Towards a BN minority government after PRU14

umar mukhtar

Umar Mukhtar

That Barisan National will lose its majority in PRU14 is getting more obvious by the day, especially if Najib Razak is still leading it into the elections. Apart from losing seats in Peninsular Malaysia, many Sabah and Sarawak party defections from BN, before and after the elections, will result in BN becoming the largest minority bloc in a situation where no party or grouping holds a majority.

The original assumption that Pakatan Rakyat would take over the government will not materialise. First, PAS will only enter into an electoral pact, at best, but not be part of an opposition coalition at the national level. The DAP-PAS rift is just too wide to bridge. If the ulama wing is still dominating the party, even an electoral pact may not be possible.
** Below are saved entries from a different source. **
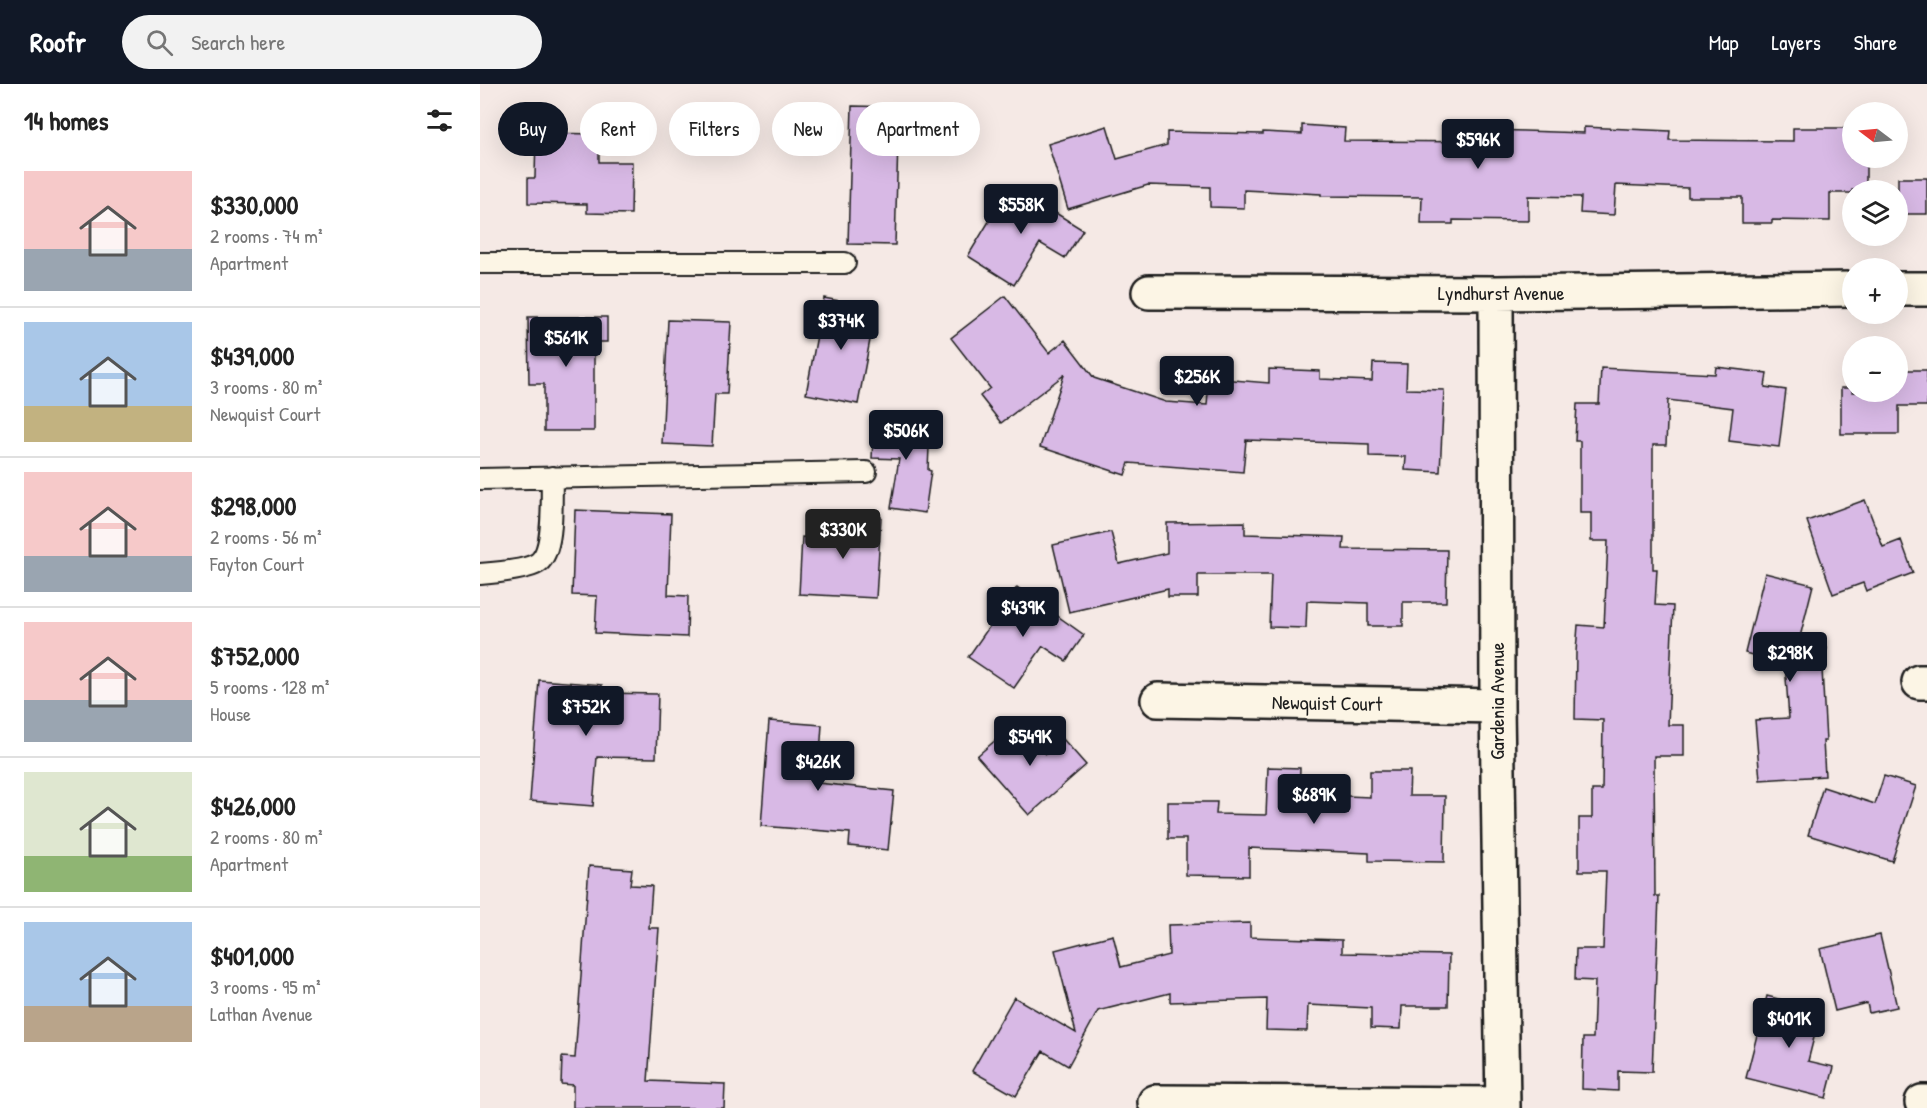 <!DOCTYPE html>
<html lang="en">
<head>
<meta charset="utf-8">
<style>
  body { margin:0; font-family:"Patrick Hand",sans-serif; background:#f2f2f2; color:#222; height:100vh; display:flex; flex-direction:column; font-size:22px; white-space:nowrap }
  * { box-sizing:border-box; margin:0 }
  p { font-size:20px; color:#767676 }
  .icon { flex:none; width:33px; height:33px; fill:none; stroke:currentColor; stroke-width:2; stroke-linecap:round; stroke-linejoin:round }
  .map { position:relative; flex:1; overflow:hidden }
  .panel { display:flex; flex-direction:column; background:#fff; width:480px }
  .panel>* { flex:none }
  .banner { position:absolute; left:18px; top:18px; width:570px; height:54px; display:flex; gap:12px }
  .needle { width:39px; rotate:286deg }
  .controls { position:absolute; left:1362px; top:18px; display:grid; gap:12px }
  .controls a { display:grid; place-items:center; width:66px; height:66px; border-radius:50%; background:#fff; box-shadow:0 6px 24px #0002; font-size:30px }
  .price { position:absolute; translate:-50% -51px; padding:0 14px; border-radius:6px; background:#111827; color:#fff; font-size:20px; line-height:39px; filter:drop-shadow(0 2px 3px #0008) }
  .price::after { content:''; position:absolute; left:50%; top:36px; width:18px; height:14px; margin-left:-9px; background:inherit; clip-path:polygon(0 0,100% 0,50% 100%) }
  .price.selected { background:#222; color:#fff }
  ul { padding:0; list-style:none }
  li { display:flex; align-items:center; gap:18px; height:150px; padding:0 24px }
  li+li { border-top:2px solid #e0e0e0 }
  li span { display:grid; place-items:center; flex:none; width:168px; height:120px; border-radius:0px; color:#555 }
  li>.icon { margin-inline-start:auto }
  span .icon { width:72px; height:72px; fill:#fffc; stroke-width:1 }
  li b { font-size:26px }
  h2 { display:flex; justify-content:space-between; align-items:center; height:72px; padding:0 24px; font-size:26px }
  .pill { padding:0 21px; border-radius:27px; background:#fff; box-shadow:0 6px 24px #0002; font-size:21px; line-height:54px }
  .pill.selected { background:#111827; color:#fff }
  header { display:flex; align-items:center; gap:36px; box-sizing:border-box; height:84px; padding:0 30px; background:#111827; color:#fff }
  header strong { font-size:28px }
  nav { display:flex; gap:33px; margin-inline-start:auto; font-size:21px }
  .search { width:420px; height:54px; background:#f2f2f2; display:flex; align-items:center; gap:15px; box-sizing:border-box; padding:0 21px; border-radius:33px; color:#767676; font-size:22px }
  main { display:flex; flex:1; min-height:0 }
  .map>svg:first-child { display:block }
  .building { fill:#d8b9e5; stroke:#1c1c1c; stroke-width:1.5 }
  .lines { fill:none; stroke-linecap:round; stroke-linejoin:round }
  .lane-casing { stroke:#1c1c1c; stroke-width:24 }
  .street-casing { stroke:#1c1c1c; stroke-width:38 }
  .lane { stroke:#fcf5e5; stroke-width:20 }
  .street { stroke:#fcf5e5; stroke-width:33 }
  .labels { text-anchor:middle; stroke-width:4.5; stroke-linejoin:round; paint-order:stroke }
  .street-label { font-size:20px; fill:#1c1c1c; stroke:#fcf5e5 }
</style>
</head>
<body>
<header>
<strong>Roofr</strong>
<div class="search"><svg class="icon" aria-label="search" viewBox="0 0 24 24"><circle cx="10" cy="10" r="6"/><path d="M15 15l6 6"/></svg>Search here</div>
<nav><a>Map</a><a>Layers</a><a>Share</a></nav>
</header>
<main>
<section class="panel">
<h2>14 homes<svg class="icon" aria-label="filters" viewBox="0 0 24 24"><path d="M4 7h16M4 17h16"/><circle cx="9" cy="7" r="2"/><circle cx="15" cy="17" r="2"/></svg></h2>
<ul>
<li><span style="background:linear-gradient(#f6c9c9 65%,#9aa5b1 0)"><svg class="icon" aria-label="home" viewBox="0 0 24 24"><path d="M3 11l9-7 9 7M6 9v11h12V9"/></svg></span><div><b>$330,000</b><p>2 rooms · 74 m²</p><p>Apartment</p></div></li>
<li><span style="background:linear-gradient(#a9c7e8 70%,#c2b280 0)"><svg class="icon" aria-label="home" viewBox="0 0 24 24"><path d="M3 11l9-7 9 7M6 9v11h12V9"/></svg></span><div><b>$439,000</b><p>3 rooms · 80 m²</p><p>Newquist Court</p></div></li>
<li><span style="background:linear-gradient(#f6c9c9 70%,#9aa5b1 0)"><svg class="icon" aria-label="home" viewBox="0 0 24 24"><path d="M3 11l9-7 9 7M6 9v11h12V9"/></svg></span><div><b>$298,000</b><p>2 rooms · 56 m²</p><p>Fayton Court</p></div></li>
<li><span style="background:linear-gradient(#f6c9c9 65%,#9aa5b1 0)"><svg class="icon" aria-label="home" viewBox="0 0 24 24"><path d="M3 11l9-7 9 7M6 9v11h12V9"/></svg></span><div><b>$752,000</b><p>5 rooms · 128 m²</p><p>House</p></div></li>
<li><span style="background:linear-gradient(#dfe7d0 70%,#8fb573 0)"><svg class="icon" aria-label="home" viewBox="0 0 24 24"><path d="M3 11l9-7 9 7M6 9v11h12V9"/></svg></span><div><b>$426,000</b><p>2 rooms · 80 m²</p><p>Apartment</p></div></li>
<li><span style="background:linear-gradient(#a9c7e8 70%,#b9a48a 0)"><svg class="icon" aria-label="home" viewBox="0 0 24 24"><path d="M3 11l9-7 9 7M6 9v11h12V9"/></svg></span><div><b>$401,000</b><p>3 rooms · 95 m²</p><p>Lathan Avenue</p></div></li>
</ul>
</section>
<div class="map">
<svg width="1447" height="1024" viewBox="0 0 1447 1024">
  <rect width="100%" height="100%" fill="#f5e9e5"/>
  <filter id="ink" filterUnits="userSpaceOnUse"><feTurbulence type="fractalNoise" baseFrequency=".0167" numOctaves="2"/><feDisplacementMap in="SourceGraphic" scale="12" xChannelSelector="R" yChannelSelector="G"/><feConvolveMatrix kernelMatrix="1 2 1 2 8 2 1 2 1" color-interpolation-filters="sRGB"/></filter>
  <g filter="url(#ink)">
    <!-- building -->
    <path class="building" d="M 372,22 L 419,23 L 415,161 L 368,160 Z
      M 822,41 L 865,44 L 864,57 L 1010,58 L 1010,46 L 1104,49 L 1104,43 L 1190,47 L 1189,56 L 1313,57 L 1313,44 L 1372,44 L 1372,74 L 1386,74 L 1386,106 L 1372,106 L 1372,109 L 1350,109 L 1350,137 L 1292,136 L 1292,139 L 1262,139 L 1262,113 L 1208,113 L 1208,104 L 1136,101 L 1134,131 L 1100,129 L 1101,113 L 1048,112 L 1048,137 L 973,136 L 973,140 L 941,140 L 942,113 L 841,112 L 841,110 L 764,106 L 764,124 L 730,123 L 730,103 L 668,101 L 588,125 L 568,60 L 627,42 L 637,75 L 687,61 L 687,48 L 783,50 L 783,48 L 822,50 Z
      M 56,49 L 119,50 L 119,78 L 152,78 L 151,130 L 107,129 L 107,120 L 48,119 L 48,94 L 55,94 Z
      M 1418,94 L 1447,94 L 1447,130 L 1418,130 Z
      M 531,101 L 603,146 L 585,174 L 560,159 L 534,201 L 488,172 Z
      M 525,212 L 569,269 L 585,256 L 614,294 L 686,318 L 727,321 L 729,294 L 789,299 L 789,285 L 840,287 L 840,295 L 892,297 L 893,279 L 927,280 L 926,305 L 964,306 L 960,388 L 925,386 L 926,373 L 889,372 L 889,360 L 766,356 L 763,388 L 649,379 L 645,391 L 560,363 L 584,291 L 521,339 L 500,312 L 510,304 L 471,254 Z
      M 344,214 L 396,224 L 378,320 L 326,310 Z
      M 48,233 L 127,233 L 127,258 L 114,258 L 114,347 L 64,347 L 64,300 L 49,300 Z
      M 188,236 L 251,238 L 247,310 L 235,310 L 232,362 L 182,360 Z
      M 1236,283 L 1287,289 L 1285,303 L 1306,306 L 1299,363 L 1249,357 L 1253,324 L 1188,316 L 1186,361 L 1173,361 L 1173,485 L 1177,485 L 1175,521 L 1193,522 L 1188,641 L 1204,641 L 1204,672 L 1174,672 L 1175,812 L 1179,812 L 1172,988 L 1138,987 L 1138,1007 L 1102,1005 L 1103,954 L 1113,954 L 1115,897 L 1095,896 L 1096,865 L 1123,865 L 1126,787 L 1099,787 L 1099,734 L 1112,734 L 1112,706 L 1122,706 L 1123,636 L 1095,635 L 1096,568 L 1098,541 L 1124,543 L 1128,457 L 1111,457 L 1111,429 L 1100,429 L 1100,357 L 1095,357 L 1097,320 L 1119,320 L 1121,284 L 1235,290 Z
      M 1418,286 L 1447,286 L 1447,322 L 1419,322 L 1419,350 L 1361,350 L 1361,304 L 1372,304 L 1372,308 L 1418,308 Z
      M 394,338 L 450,340 L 448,386 L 451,387 L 445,429 L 411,424 L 419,375 L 392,374 Z
      M 1385,416 L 1403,463 L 1421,456 L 1433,489 L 1386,507 L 1383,499 L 1353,510 L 1327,437 Z
      M 95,426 L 191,430 L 188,511 L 208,512 L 207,553 L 115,549 L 117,512 L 92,511 Z
      M 357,431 L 401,433 L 396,514 L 319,510 L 322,453 L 356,455 Z
      M 765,438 L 765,450 L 864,453 L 863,465 L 967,466 L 966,518 L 923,518 L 923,542 L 888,542 L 888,519 L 827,517 L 826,544 L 789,543 L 791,491 L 718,491 L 718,513 L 688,513 L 688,505 L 589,528 L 573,461 L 631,448 L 639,480 L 687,469 L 687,439 Z
      M 1285,489 L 1333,501 L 1319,557 L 1347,564 L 1342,585 L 1346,657 L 1343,657 L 1345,692 L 1280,696 L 1275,636 L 1309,634 L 1305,580 L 1265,569 Z
      M 537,503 L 604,551 L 586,577 L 563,562 L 534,604 L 488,573 Z
      M 59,596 L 122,601 L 122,609 L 178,610 L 176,674 L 117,673 L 113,722 L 50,717 Z
      M 289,637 L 342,641 L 338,699 L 414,707 L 408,766 L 369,762 L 370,749 L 281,742 Z
      M 538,637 L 566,670 L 583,655 L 606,681 L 549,731 L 497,672 Z
      M 788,683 L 820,684 L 819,710 L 890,713 L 890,687 L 930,687 L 929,712 L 965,712 L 964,778 L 889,777 L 889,769 L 769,764 L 769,792 L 706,791 L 706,755 L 688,755 L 688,718 L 737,718 L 736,730 L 786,731 Z
      M 1404,692 L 1436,702 L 1412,777 L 1328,751 L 1343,703 L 1395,720 Z
      M 109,782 L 152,785 L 150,801 L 172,802 L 169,844 L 179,844 L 168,997 L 245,1000 L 244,1024 L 93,1024 L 93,1001 L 81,1000 L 82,973 L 95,974 Z
      M 770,839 L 770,853 L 862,856 L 862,869 L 969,871 L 968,922 L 922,922 L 921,945 L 891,944 L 891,924 L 828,921 L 827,947 L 786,946 L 787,915 L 690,918 L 690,909 L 618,927 L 588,982 L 563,967 L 536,1012 L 492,987 L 534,913 L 596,949 L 575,866 L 633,851 L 641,883 L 689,871 L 688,841 Z
      M 1400,851 L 1417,923 L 1389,929 L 1387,919 L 1355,927 L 1340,865 Z
      M 1287,912 L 1341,926 L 1328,977 L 1354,983 L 1346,1014 L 1266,994 Z"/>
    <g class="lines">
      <defs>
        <path id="lane" d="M 0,179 L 365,179
          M 0,395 L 386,388
          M 0,490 C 13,489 49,486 59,478 C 75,465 71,414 72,393"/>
        <path id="street" d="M 1418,205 L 1447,205
          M 669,208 L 1016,209 L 1372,205
          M 1016,209 L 1017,622 L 1023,1024
          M 1439,598 L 1447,598
          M 678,616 L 1017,622
          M 675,1018 L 1023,1020
          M 1442,1018 L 1447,1018"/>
      </defs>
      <!-- lane casing -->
      <use href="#lane" class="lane-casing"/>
      <!-- street casing -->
      <use href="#street" class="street-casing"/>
      <!-- lane -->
      <use href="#lane" class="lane"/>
      <!-- street -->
      <use href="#street" class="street"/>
    </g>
  </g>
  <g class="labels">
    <!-- street labels -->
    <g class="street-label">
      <text x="1021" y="216">Lyndhurst Avenue</text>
      <text transform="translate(1017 617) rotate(-90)" y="7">Gardenia Avenue</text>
      <text transform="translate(847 619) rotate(1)" y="7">Newquist Court</text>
    </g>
  </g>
</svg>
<div class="controls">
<a><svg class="needle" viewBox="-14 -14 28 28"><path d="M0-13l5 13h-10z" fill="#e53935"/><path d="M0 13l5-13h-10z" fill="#767676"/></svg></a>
<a><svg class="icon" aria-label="layers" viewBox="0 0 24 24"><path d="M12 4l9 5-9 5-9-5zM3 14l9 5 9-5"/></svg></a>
<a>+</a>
<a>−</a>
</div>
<b class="price" style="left:998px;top:86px">$596K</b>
<b class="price" style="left:541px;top:151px">$558K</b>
<b class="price" style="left:361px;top:267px">$374K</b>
<b class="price" style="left:86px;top:284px">$561K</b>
<b class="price" style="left:717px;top:323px">$256K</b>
<b class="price" style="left:426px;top:377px">$506K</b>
<b class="price selected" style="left:363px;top:476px">$330K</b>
<b class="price" style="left:543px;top:554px">$439K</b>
<b class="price" style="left:1310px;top:599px">$298K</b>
<b class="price" style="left:106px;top:653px">$752K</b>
<b class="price" style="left:550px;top:683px">$549K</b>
<b class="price" style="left:338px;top:708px">$426K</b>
<b class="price" style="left:834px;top:741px">$689K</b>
<b class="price" style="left:1309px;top:965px">$401K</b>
<div class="banner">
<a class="pill selected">Buy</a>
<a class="pill">Rent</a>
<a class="pill">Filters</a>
<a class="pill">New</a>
<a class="pill">Apartment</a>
</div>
</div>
</main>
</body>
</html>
On the other hand, PAS would never join BN because BN will never change from its present self. In fact, PAS’s increase in seats won would be the result of this. But it will never allow the formation of a government that follows the dictates of DAP, which would have then grown by winning more Chinese majority seats.

So in the aftermath of PRU 14, BN would still be summoned to form a government, especially when PAS declares that it will not join DAP to form an alternative government. How could they after DAP’s declaration of PAS as a party not to be trusted.

PAS will not vote for any parliamentary motion of no confidence against a BN minority government and that will allow BN to go on as a government. However, PAS may vote against normal motions on issues that it disagrees on. This way PAS is an effective opposition, not tainted by association, and can collect IOU’s for its own agenda. And the sky is its limit.

BN will be busy with its forte – ‘buying’ MPs to strengthen itself. But it is submitted that this time it will not be an easy task. The deficit is too big. Its best hope will be to court a mosquito party like PKR. But PKR hasn’t much to offer.

The non-Muslim Bumiputeras are a bit sceptical of DAP but they can’t go on like this, their parties playing second fiddle to UMNO in their own states. They will urge their parties to go independent if they aren’t already, before the elections.

BN’s real shopping target will be the Sabah and Sarawak non-Muslim Bumiputera MPs. But they have now a new realisation of power, a doable agenda – greater autonomy from Kuala Lumpur. Watch the ex-PBDS parties of Sarawak and ex-PBS parties of Sabah. They still harbour memories of what BN did to break them up.

The above may be a speculative scenario but it is not unlikely. The lessons to be learnt for both DAP and UMNO presently are not to under-estimate PAS as the real replacement to UMNO worth courting and respecting, and the Sabahans’ and Sarawakians’ bid to be treated equally if not better, is real and not to be dismissed lightly. The patronising attitude towards both is showing.

BN will then spend time to re-invent itself. But it will be too late. It will be on the slippery slope. They have to tolerate power sharing with adversaries, albeit informally. Trying to devise any other way, like non-Parliamentary means, to get to Putrajaya will not be democratic. And it is an unthinkable option.